The Board should have been polled to determine whether each member has a means to review electronic documentation (i.e. do they have a computer?).  In my opinion, this was a needless expenditure of funds which each Unit Owner fully expected would be used for maintenance and refurbishing of the facility.  The fact that the iPads may be returned after a Member’s term does not change my opinion.  The iPads will likely be obsolete by that time.

	After reviewing the Minutes, I contacted the facility and spoke with the Manager who was very helpful.  She informed me that the Board had an unanticipated revenue in the amount of approximately $11,000.00 attributable to filming activity at the property.  She further stated that a portion of this sum was utilized to purchase the iPads.  This sum should have been utilized for true operating expenses (i.e. repairs and refurbishing) and NOT for the purchase of iPads.  If the Board believed that no such repairs or refurbishments were necessary, the funds should have been deposited as reserves or utilized to offset any maintenance fees for the next fiscal year. 

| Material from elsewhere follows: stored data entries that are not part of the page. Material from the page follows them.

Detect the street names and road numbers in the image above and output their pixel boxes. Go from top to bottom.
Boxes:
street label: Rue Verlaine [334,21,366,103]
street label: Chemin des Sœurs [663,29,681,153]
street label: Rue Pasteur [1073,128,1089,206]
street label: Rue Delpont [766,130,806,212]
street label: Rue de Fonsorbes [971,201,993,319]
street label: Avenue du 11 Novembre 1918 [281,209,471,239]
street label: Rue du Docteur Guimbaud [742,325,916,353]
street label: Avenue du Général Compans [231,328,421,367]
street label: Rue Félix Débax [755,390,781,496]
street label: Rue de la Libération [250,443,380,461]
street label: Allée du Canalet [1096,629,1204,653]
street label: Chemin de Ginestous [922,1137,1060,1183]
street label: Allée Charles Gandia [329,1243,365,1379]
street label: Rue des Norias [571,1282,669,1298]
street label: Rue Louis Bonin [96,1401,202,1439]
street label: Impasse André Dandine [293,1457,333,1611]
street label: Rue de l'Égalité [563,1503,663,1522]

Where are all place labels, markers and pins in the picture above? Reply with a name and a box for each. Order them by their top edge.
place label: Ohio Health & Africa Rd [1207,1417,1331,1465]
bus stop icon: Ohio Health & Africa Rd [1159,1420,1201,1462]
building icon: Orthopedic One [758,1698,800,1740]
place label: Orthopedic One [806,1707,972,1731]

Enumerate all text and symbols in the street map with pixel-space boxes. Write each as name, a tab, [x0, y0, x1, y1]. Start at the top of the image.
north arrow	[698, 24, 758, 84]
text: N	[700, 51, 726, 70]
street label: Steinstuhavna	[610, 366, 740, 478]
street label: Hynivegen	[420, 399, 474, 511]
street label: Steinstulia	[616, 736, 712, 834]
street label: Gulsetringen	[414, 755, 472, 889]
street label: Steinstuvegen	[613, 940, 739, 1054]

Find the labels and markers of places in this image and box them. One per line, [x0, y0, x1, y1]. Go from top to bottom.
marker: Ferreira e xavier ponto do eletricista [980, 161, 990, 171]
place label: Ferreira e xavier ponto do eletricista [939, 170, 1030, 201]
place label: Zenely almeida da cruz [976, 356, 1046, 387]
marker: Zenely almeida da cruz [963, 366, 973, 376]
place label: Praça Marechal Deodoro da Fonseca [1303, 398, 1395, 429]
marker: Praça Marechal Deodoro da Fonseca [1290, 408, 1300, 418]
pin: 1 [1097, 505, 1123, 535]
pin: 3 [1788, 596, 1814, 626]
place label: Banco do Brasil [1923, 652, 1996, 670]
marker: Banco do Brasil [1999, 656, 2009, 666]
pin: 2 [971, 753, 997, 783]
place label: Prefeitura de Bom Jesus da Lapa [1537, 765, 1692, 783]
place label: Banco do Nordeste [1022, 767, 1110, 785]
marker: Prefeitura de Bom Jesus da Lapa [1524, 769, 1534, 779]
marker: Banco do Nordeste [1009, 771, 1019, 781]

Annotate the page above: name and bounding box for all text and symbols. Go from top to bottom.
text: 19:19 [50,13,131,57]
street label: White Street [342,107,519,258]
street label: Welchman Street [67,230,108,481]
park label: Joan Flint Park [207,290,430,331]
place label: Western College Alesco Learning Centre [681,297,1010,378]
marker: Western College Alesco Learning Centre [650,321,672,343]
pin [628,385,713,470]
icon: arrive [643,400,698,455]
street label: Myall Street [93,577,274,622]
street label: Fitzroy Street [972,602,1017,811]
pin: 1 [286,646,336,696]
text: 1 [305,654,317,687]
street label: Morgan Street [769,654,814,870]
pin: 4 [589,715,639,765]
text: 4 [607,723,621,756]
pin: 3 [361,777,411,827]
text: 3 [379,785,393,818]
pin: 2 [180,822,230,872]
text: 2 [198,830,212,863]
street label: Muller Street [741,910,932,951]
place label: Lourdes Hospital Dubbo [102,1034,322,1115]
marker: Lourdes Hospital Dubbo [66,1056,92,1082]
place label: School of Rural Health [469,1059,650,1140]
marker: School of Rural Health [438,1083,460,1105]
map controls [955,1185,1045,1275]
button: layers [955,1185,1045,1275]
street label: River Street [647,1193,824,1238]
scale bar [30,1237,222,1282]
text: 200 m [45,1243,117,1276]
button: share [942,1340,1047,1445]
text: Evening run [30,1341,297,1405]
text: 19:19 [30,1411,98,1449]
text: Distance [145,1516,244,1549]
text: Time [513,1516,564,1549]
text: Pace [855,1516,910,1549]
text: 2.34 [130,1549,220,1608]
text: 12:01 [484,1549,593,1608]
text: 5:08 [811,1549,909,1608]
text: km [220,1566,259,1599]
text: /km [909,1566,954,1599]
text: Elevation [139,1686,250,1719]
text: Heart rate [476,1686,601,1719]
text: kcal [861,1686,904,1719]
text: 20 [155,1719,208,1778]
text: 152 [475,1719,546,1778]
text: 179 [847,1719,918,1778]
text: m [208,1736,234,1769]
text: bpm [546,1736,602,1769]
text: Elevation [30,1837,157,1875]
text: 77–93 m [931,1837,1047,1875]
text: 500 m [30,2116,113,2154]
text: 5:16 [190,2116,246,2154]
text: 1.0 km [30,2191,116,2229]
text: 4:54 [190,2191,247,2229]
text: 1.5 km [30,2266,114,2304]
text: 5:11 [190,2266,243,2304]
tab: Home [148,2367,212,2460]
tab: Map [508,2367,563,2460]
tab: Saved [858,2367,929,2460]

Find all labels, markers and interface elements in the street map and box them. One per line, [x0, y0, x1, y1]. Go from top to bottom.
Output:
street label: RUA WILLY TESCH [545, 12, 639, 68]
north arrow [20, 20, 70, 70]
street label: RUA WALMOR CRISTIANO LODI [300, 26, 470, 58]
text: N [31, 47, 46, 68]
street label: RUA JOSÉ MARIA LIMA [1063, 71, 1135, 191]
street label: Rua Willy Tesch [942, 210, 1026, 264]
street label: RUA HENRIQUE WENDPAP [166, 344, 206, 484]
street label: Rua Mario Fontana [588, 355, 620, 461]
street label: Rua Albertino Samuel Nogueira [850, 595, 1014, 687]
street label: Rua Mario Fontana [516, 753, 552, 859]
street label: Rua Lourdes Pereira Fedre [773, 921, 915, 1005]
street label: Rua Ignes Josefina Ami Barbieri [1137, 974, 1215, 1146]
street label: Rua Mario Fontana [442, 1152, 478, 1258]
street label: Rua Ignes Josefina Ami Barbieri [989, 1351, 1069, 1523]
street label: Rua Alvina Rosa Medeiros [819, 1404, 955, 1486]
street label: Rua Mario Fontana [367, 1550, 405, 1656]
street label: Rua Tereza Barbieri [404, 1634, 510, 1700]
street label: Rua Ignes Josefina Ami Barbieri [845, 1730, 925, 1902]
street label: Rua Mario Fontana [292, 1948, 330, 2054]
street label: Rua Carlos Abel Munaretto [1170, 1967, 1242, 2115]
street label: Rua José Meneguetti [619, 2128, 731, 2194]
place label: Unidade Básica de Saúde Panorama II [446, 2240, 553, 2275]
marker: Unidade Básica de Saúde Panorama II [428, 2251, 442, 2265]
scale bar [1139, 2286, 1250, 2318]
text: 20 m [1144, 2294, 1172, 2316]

	The Board should consist of volunteers who perform their services gratuitously.  In voting for this measure, I believe all of you have breached a confidence which the Unit Owners have placed in you.  I further understand that HGVC recommended the adoption of such a purchase.  The Unit Owners rely on all of you to review such suggestions and act properly.  In my opinion, you have all acted improperly.


----------



## timeos2 (Dec 15, 2011)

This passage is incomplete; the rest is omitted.